Friday, 6 February 2009

Helping C++ compilers determine literal types

A little while back I was looking around for some coding standards to improve my work. I stumbled upon some id Software C++ Coding Conventions which were quite useful, especially the comments about using "const" as much as possible. Also have a look at the comments, especially about the book,“C++ Coding Standards” by H. Sutter et al, Addison-Wesley, Feb 2005.

Another recommendation that puzzled me was using the suffix "f" when specify floats. For example, 0.0f instead of just 0.0. For the longest while, I just did it but it occured to me that perhaps I should do this for other numbers too. I looked what I should do for integers, doubles and so on.
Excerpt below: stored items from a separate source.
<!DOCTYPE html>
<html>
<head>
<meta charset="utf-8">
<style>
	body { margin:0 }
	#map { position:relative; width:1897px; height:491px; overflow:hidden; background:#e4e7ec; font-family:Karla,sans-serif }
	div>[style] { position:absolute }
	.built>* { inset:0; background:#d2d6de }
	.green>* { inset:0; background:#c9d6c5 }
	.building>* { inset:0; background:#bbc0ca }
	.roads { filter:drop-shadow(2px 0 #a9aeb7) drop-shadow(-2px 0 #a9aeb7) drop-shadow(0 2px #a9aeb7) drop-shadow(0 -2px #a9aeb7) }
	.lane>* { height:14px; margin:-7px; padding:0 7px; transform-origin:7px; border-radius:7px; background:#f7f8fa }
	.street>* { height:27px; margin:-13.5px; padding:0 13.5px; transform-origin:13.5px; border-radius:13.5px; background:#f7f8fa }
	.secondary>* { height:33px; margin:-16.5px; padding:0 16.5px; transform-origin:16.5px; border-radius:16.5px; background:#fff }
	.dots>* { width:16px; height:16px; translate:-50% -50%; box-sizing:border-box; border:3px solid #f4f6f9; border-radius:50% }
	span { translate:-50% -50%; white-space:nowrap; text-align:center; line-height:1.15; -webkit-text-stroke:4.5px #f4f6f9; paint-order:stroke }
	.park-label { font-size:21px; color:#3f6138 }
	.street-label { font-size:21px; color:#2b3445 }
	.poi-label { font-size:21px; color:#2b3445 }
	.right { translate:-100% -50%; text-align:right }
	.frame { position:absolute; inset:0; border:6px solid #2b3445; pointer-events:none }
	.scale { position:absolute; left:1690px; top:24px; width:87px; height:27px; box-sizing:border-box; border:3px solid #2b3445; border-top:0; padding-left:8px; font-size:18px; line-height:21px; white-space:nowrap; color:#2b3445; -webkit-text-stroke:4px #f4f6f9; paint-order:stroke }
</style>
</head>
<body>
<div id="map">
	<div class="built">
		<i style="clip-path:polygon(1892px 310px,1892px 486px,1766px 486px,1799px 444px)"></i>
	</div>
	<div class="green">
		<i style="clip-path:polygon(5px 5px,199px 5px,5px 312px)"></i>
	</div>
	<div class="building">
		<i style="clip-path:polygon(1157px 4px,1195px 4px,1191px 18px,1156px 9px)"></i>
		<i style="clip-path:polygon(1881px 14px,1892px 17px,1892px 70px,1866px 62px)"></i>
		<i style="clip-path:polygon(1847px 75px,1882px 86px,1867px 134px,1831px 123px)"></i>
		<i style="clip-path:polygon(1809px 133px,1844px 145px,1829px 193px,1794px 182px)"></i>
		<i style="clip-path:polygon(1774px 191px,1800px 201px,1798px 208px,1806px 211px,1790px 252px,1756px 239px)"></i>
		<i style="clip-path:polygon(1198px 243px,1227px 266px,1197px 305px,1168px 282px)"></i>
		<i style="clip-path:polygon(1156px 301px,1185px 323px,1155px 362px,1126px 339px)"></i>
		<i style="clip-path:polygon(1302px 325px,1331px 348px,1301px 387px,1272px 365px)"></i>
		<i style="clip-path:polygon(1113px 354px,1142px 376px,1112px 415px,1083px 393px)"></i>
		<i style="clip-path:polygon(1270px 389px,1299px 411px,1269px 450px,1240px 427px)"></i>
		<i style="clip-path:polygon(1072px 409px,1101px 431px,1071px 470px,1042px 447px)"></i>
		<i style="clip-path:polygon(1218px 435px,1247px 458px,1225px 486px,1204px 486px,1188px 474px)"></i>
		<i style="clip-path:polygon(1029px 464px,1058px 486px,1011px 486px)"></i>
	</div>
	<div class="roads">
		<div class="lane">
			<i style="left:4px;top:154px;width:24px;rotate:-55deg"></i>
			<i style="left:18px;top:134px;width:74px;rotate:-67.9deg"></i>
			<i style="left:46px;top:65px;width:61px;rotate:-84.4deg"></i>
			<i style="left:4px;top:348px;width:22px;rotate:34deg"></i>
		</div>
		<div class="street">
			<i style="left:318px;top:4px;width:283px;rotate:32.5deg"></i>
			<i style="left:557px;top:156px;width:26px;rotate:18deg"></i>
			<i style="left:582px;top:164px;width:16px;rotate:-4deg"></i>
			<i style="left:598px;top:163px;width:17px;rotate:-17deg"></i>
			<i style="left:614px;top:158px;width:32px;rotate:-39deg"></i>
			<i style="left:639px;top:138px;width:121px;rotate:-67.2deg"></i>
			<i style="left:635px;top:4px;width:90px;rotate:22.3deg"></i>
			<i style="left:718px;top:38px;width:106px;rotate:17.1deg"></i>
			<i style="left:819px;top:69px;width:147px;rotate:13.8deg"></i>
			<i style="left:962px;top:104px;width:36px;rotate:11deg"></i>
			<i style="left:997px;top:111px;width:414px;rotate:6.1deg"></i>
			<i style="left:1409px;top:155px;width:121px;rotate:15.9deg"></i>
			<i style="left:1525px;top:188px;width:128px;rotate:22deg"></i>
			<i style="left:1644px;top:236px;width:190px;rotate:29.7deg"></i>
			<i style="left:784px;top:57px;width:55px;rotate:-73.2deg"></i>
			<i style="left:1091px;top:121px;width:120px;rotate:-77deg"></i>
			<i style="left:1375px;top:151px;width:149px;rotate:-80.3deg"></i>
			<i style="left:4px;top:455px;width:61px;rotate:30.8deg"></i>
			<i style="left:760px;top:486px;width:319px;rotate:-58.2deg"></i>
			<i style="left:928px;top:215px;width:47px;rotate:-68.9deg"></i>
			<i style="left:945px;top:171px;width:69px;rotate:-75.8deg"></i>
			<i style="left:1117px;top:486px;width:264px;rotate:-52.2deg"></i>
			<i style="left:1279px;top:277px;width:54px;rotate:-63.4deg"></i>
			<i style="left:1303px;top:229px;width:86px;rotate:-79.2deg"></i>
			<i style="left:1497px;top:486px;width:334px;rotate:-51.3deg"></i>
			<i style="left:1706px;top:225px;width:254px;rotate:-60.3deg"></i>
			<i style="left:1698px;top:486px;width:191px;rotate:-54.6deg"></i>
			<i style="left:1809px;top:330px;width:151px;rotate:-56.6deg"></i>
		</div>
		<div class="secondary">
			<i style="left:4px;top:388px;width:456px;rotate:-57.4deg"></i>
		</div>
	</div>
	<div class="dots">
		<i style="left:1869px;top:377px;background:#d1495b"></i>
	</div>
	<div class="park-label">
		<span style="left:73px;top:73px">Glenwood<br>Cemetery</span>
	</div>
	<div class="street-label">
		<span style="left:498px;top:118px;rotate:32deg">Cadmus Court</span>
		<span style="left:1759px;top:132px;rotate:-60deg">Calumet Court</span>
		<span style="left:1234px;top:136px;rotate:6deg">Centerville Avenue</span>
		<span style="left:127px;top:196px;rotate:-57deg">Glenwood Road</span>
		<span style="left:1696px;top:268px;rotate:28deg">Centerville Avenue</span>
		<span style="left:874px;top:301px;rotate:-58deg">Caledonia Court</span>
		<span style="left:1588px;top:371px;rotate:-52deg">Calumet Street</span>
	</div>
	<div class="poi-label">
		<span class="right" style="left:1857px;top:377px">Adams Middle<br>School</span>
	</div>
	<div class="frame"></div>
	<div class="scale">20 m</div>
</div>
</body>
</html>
There are only a few situations where doing this is useful. Those situations are for:
  • long int, 35000L
  • unsigned int, 10000U
  • unsigned long, 12323UL
  • floats, 1.0f
  • long double, 1001.2L
The reason you would want to do this is to use the less expensive data type when possible. A float is less expensive than a double. By adding the a suffix, this helps the compiler determine whether a number is a float or a double.

See for page 55, under the topic Literals in "C++: A Beginner's Guide" by Herbert Schildt, Edition: 2, Published by McGraw-Hill Professional, 2003 for more details. The book is also available on Google Books.